RECORDS TO USE:
---+---
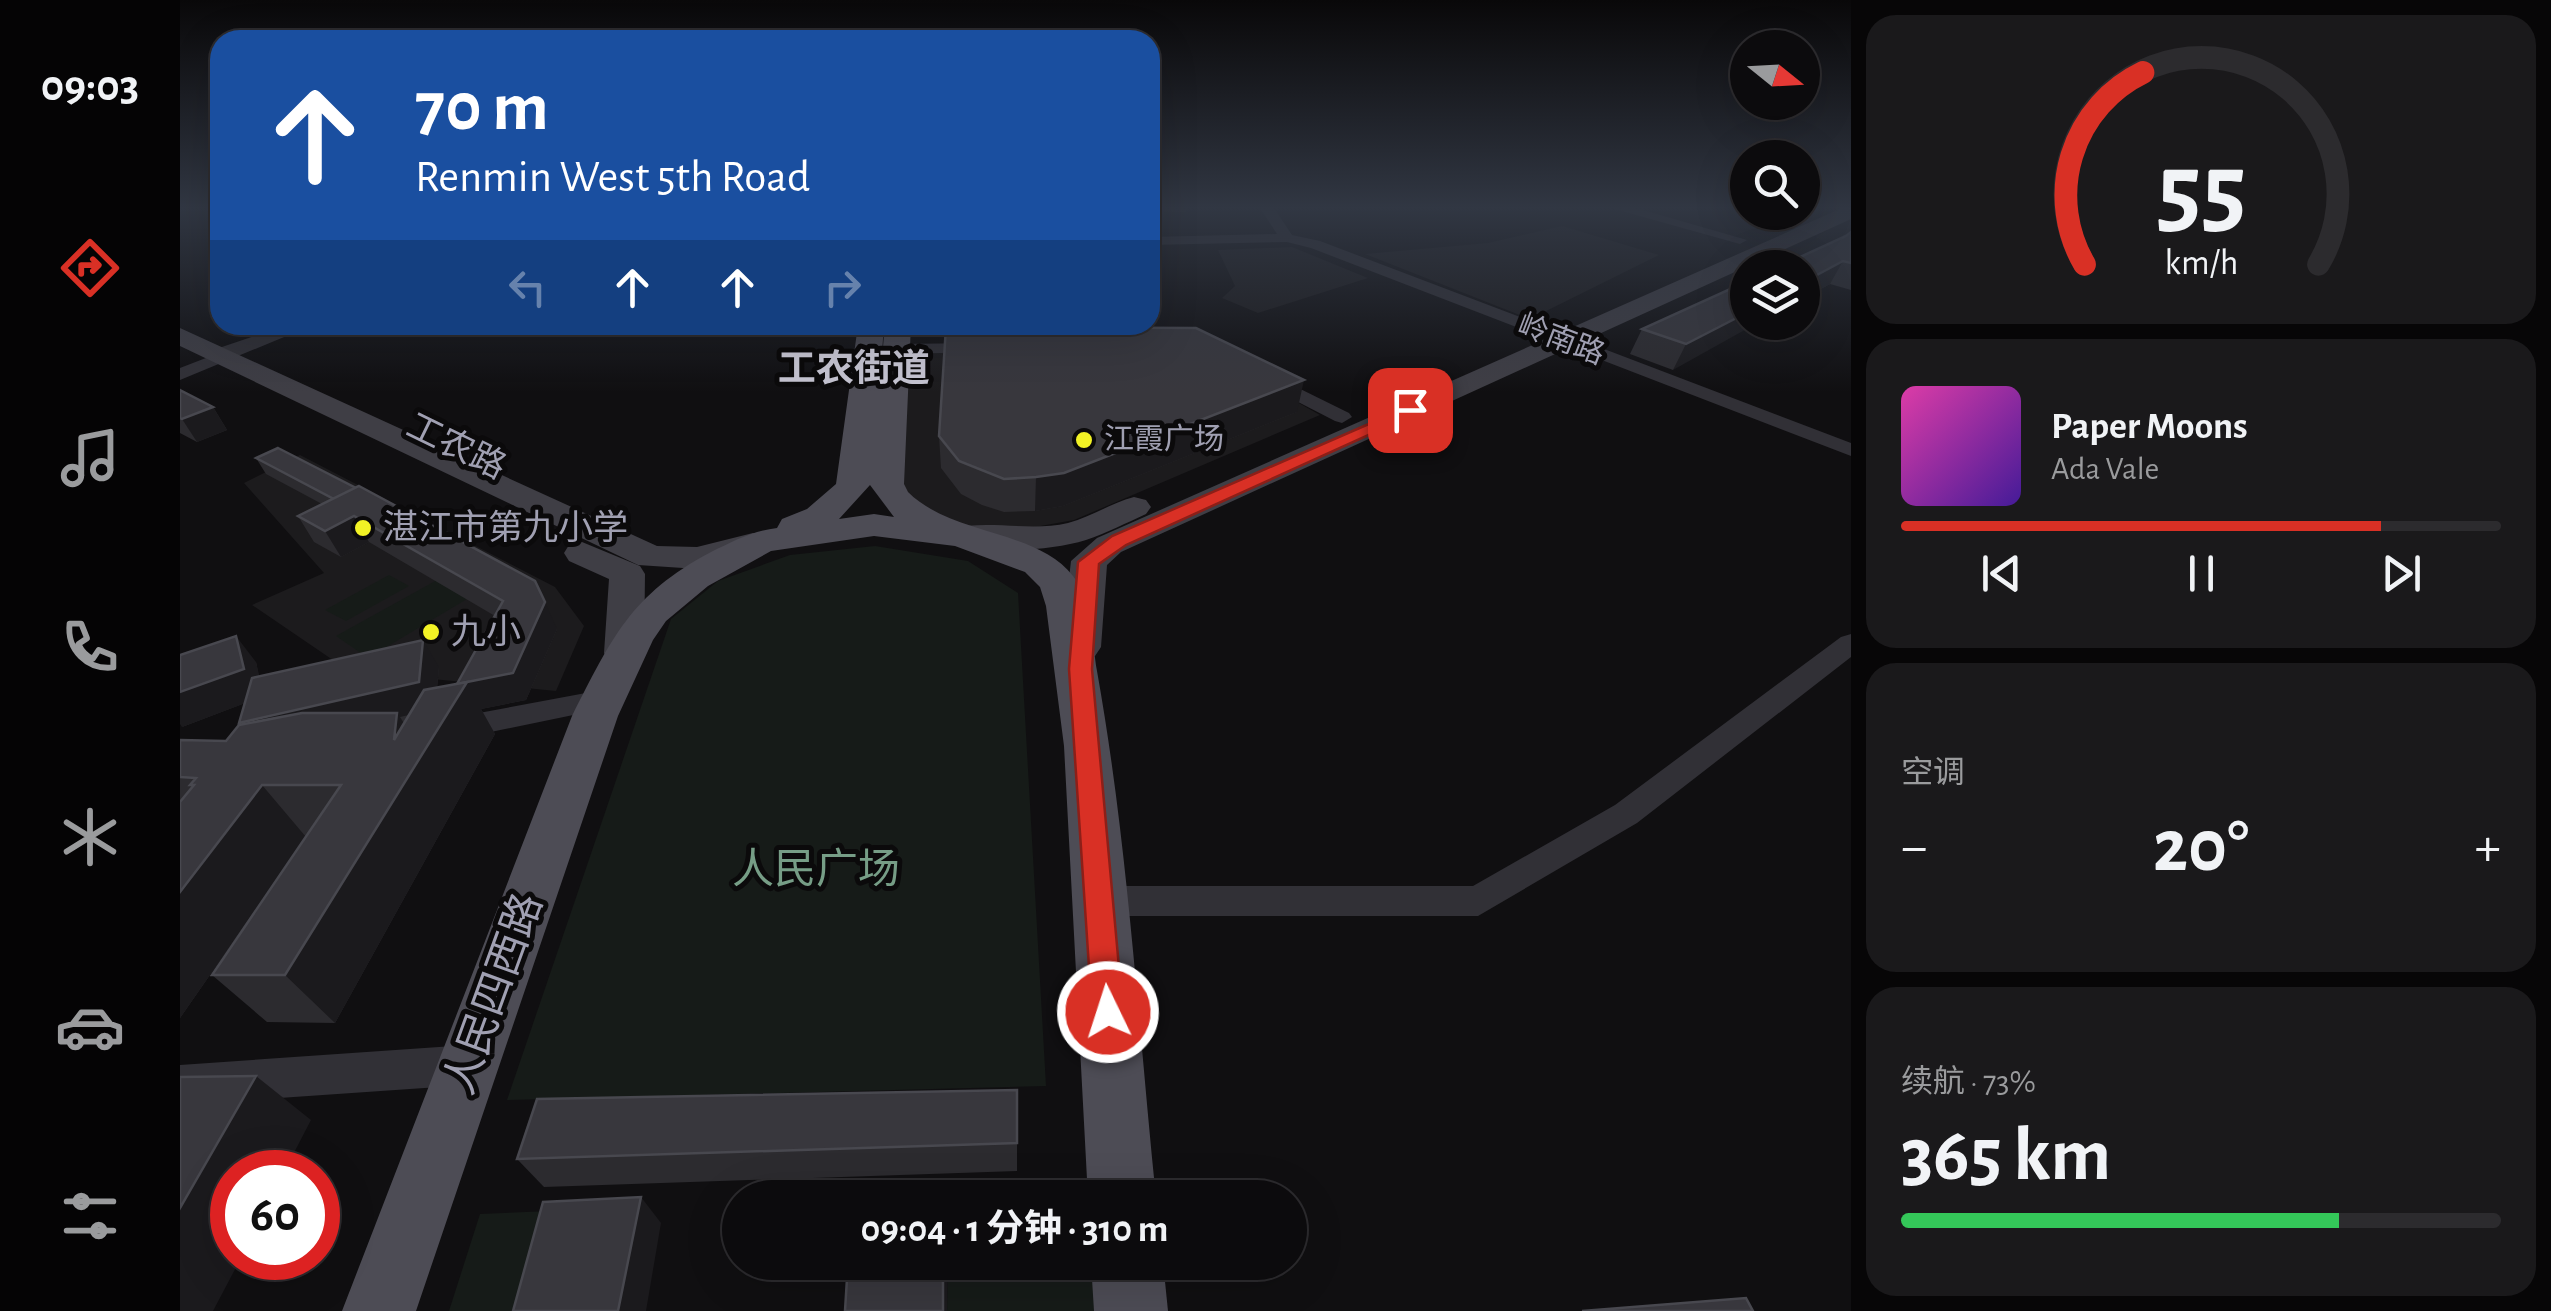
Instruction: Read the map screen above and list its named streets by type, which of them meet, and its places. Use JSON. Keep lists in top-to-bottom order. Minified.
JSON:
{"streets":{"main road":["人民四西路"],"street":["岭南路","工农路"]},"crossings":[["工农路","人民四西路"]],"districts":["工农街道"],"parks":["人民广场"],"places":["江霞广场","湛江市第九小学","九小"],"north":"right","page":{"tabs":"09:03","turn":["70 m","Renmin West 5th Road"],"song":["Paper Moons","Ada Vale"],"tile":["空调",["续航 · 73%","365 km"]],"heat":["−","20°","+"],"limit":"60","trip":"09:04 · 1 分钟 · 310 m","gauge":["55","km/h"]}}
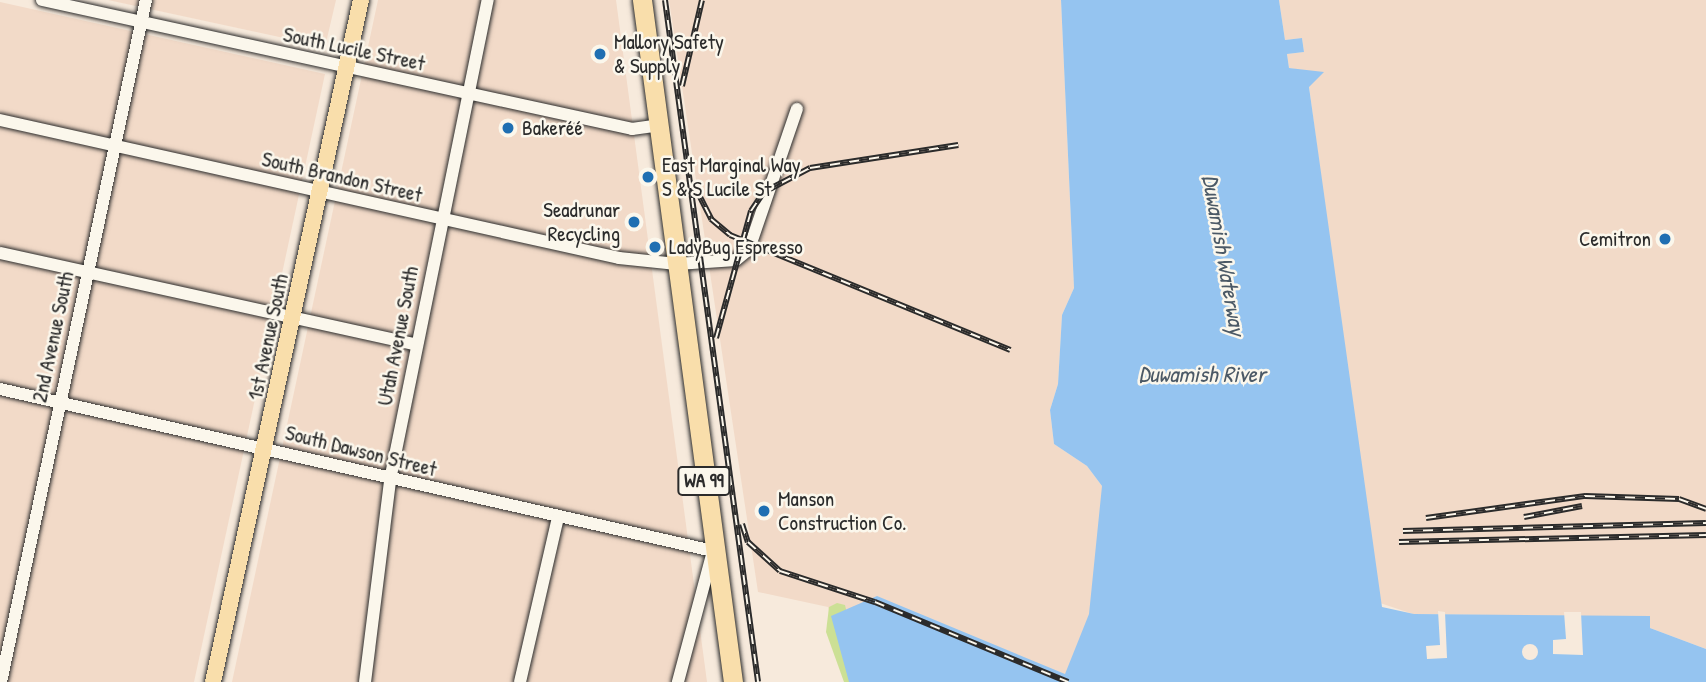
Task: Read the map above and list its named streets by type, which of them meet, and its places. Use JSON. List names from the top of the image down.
---+---
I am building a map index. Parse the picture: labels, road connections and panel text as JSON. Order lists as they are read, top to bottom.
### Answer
---+---
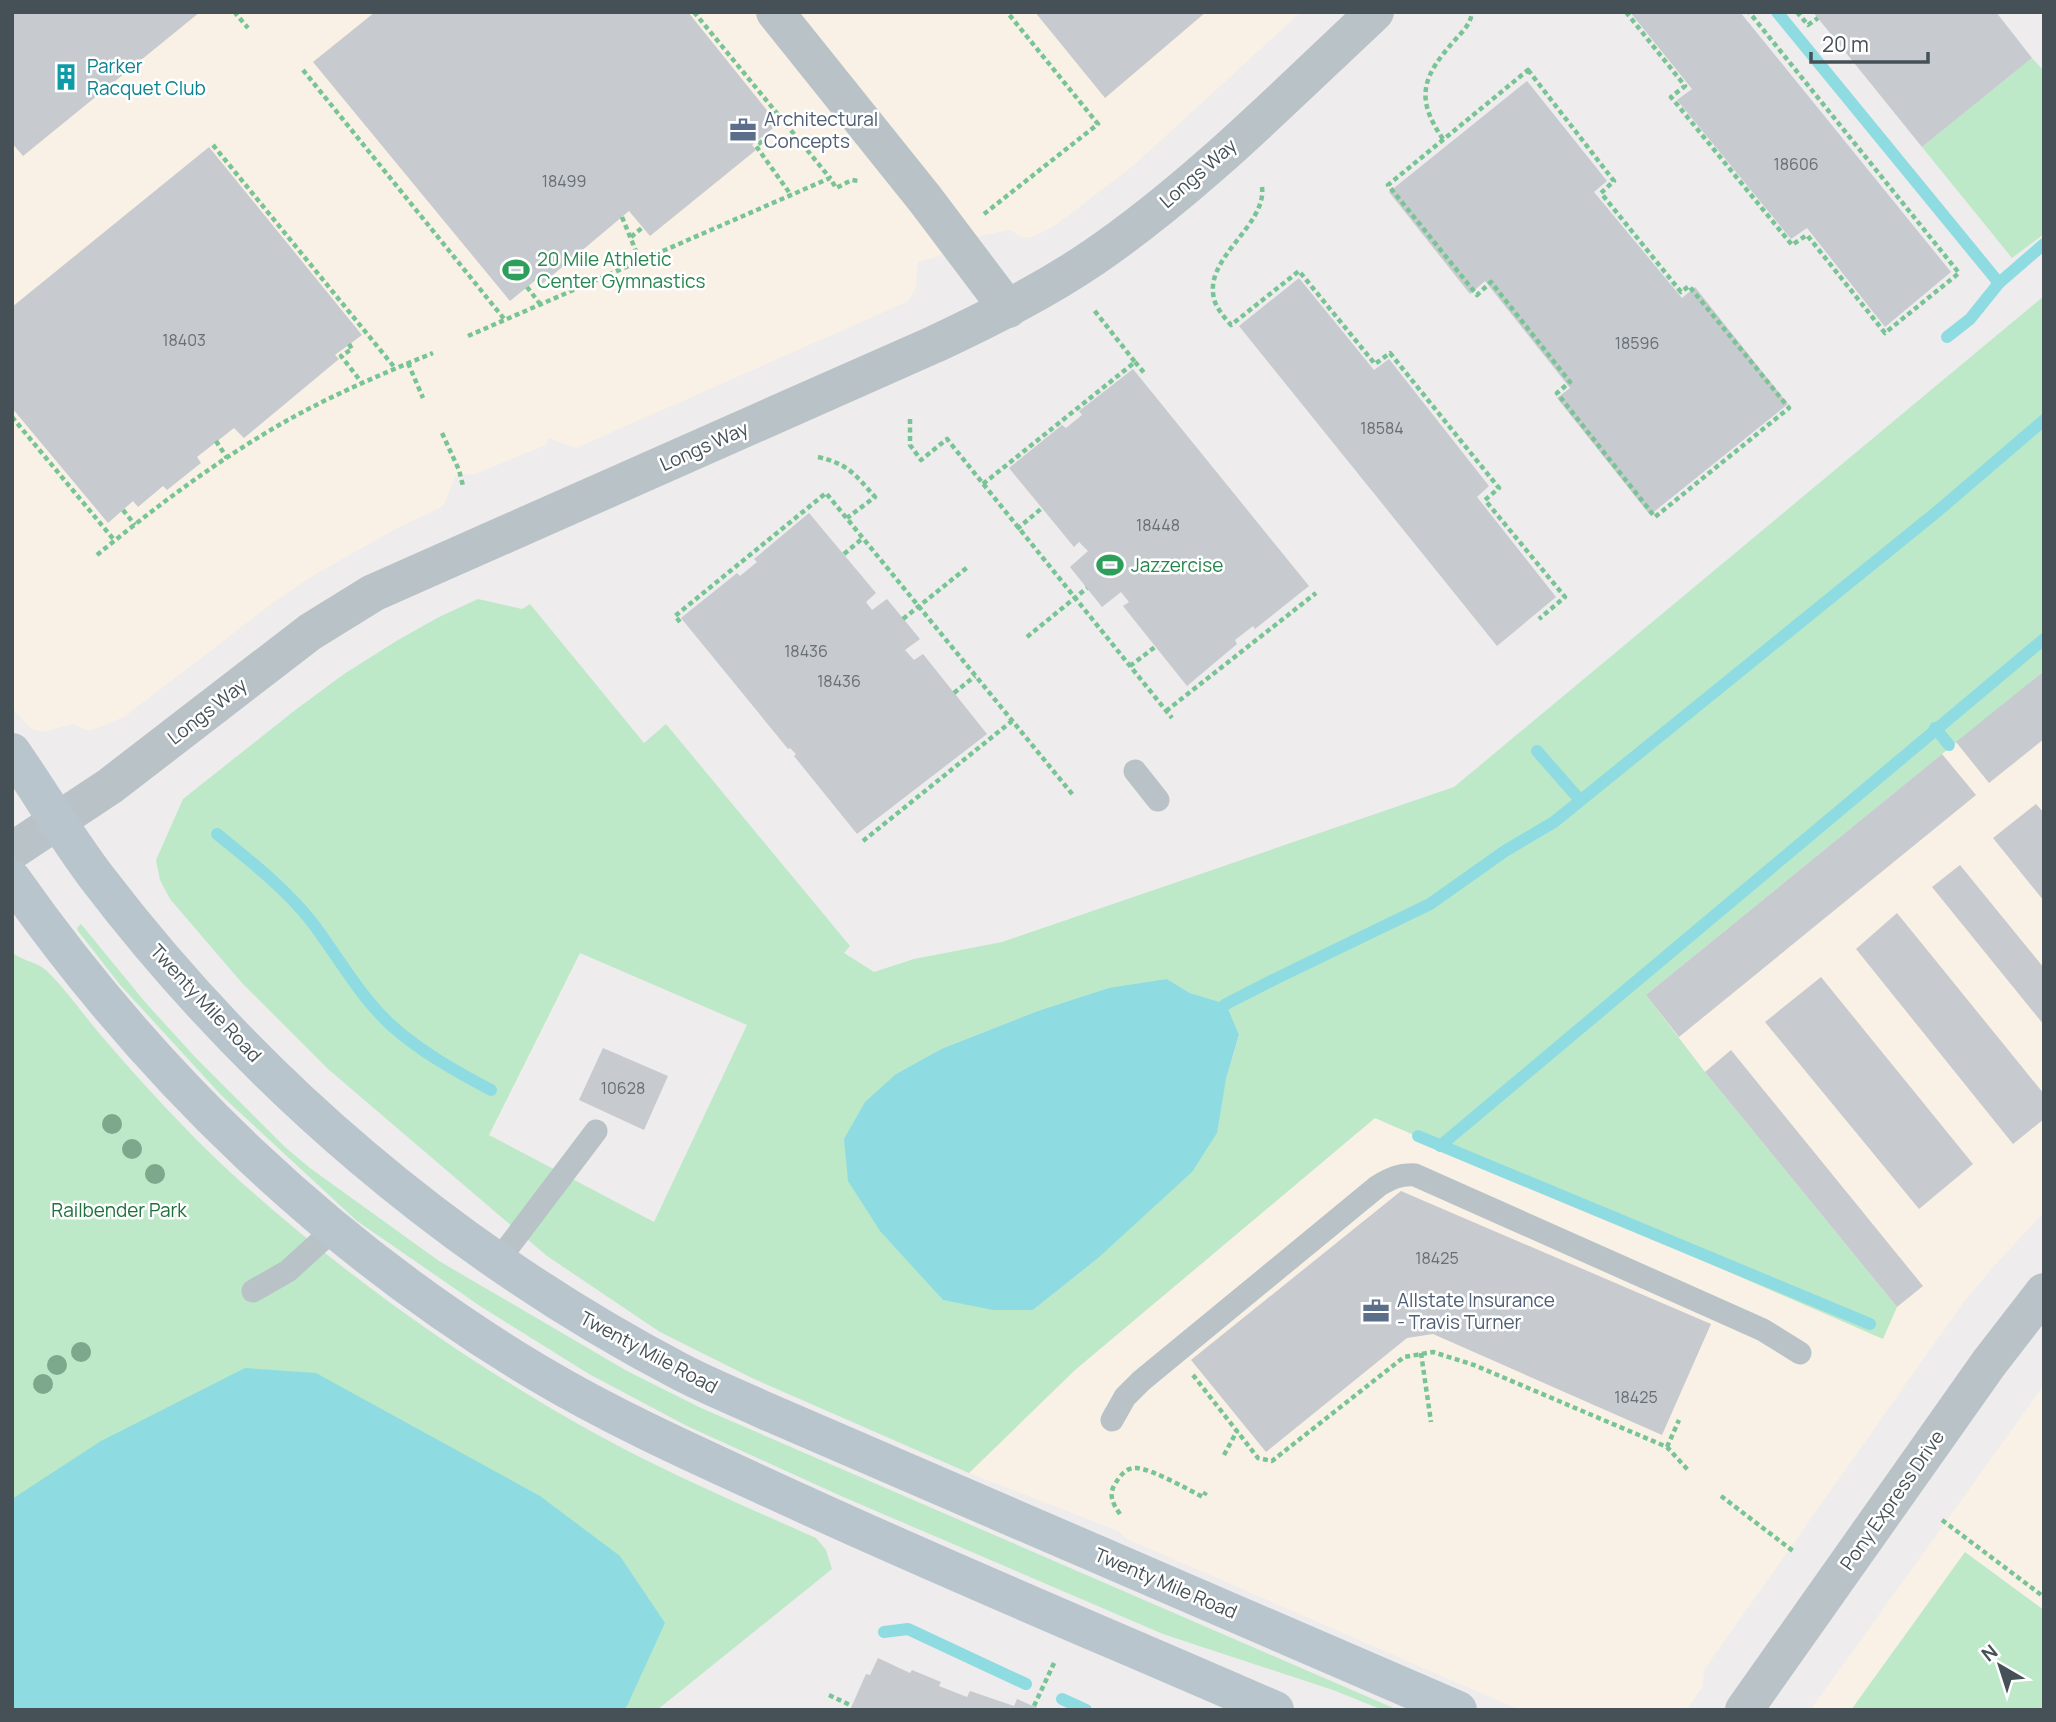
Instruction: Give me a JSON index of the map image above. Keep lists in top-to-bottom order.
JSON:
---+---
REQUIRED ACTION: Copy each line of the data that contains the word "above", leaving the other lines out.

SOLVED EXERCISE:
Instruction: Read the map screen above and list its named streets by type, which of them meet, and its places. Use JSON. Keep lists in top-to-bottom order. Minified.
Task: Read the map above and list its named streets by type, which of them meet, and its places. Use JSON. List names from the top of the image down.
Instruction: Give me a JSON index of the map image above. Keep lists in top-to-bottom order.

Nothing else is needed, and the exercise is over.